My primary question involves the surround speakers. I've six bookshelf speakers (matched to the fronts) that I'm positioning in the THX-recommended layout (ie: two on the back wall). However, for the side effects, I thought I might run two lots of speakers each side. The windows constrain their position a little... and I'm wondering if the front-sides should go further forward. Maybe quite a way forward, and use them as front-height effect speakers when receivers adopt that standard.

Not sure. Any opinions?

Cheers,
John


----------



## robbo266317 (Sep 22, 2008)

Wow! that is going to be an impressive setup. I can't wait to see it implemented. :T


----------



## Prof. (Oct 20, 2006)

WOW!! John..That is a beautiful house in a beautiful location..:T
Looking forward to seeing the completion..


----------



## AudiocRaver (Jun 6, 2012)

Quite a project. Quite a room. Looks like you are having a blast. Hope you invite us all over for opening night.


----------



## Tonto (Jun 30, 2007)

I think THX reccommends the front heights to be up & to the sides on the front wall. I would place them no closer than half way between the front row of your seats & the screen. It's my understanding that the material will be intended to add spaciousness the the front stage & not surround imaging. You may want to pull wires to more than one location in case you want to change their location later.


----------



## Owen Bartley (Oct 18, 2006)

John, good looking plan, and the house does look beautiful. When I started out planning for 2 sets of side surrounds I had a few comments that it would likely just add confusion to the back of the room and it may make things sound worse. I may wire for them anyway and test it out in practice, but its something to potentially be aware of at least.
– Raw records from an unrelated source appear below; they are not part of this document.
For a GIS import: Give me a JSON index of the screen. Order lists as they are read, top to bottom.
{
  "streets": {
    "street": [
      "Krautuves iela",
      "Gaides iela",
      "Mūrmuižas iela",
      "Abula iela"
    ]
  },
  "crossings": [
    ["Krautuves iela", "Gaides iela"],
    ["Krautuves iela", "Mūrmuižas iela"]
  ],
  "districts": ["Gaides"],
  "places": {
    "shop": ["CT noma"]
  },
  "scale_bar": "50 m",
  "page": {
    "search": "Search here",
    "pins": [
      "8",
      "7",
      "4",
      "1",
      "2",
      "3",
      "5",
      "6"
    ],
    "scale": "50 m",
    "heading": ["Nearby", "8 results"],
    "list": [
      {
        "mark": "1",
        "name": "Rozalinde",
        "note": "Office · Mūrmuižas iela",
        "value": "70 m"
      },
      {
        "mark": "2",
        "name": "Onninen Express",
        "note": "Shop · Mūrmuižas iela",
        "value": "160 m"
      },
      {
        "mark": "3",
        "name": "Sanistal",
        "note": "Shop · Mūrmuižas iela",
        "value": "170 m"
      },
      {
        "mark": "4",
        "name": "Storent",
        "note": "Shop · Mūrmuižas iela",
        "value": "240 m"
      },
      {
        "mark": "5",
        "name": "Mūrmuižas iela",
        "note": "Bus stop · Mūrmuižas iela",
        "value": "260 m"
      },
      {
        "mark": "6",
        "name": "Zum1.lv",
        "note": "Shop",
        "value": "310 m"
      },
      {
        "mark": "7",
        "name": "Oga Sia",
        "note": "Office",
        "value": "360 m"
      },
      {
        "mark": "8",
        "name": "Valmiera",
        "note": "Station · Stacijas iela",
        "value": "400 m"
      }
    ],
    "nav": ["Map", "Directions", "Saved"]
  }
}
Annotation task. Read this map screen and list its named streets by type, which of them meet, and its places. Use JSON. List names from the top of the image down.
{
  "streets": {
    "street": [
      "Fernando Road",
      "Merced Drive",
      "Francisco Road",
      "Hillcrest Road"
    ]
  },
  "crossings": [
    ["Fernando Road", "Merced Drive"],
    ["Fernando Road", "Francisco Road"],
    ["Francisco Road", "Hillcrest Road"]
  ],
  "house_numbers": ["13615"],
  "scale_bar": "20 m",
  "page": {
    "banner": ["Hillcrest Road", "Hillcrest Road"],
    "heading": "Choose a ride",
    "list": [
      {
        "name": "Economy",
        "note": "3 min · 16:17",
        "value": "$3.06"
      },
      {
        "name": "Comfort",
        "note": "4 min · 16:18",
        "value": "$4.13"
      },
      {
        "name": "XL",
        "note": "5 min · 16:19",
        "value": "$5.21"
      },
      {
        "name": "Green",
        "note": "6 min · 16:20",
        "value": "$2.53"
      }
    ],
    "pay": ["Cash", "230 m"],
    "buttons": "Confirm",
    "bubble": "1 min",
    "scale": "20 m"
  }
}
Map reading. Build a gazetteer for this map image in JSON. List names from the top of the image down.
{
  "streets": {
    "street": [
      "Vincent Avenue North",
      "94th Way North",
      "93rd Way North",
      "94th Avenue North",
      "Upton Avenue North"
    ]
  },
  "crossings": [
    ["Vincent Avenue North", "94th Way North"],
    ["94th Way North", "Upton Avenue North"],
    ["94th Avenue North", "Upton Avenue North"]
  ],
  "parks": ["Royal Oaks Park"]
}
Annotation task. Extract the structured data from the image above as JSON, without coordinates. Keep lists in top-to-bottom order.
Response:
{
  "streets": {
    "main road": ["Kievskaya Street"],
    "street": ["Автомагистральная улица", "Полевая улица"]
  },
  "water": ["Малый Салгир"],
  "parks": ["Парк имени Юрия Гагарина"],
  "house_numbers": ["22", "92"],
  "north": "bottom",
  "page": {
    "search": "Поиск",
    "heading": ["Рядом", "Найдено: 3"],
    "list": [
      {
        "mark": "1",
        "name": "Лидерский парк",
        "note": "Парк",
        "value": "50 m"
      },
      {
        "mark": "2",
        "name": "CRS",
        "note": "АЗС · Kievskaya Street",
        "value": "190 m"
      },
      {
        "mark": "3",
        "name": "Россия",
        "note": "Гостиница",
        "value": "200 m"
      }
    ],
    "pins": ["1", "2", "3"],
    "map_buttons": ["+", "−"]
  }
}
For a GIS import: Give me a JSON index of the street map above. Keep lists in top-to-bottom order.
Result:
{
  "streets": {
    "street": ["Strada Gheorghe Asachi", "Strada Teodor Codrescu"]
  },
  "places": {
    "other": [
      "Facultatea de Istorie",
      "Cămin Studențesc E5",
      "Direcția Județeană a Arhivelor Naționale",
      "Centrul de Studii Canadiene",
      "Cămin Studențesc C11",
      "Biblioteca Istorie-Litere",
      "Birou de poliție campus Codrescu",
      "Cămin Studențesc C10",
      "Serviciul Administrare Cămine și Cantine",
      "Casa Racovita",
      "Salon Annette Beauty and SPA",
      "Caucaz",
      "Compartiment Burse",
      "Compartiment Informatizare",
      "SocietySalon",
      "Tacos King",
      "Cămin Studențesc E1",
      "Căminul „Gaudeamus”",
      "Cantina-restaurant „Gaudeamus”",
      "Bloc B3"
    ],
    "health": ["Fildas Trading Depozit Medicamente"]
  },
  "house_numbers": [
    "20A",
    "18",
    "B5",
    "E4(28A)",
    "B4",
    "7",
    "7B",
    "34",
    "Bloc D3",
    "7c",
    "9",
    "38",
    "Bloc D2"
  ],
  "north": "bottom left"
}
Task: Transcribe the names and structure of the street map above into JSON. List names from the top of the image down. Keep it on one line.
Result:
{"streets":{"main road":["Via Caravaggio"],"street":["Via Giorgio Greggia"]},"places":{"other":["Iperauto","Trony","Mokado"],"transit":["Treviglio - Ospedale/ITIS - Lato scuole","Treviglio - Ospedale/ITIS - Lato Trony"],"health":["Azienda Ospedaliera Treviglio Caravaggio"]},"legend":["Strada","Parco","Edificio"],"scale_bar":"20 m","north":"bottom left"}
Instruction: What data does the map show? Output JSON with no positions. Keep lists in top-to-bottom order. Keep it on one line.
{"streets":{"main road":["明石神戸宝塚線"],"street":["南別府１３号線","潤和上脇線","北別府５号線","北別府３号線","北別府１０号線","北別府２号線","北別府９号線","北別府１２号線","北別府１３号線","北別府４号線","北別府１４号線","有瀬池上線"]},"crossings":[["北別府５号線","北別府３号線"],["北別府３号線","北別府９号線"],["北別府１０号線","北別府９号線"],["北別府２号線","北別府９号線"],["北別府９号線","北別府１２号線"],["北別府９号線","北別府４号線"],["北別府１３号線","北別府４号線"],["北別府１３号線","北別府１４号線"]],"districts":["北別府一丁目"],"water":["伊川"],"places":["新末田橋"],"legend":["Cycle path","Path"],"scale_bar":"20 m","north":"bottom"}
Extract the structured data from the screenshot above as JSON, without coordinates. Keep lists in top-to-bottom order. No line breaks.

At least give yourself the option to defeat either pair and you may find things sound better.

Edit, sorry, just re-read your post and I wanted to add that I'm with Tonto on the placement if they are to be front height speakers, try to keep those on the front wall. However, it does look like your "front side surrounds" (the pair for the front row) may be in an ideal shared location if you do run only a single pair of sides.


----------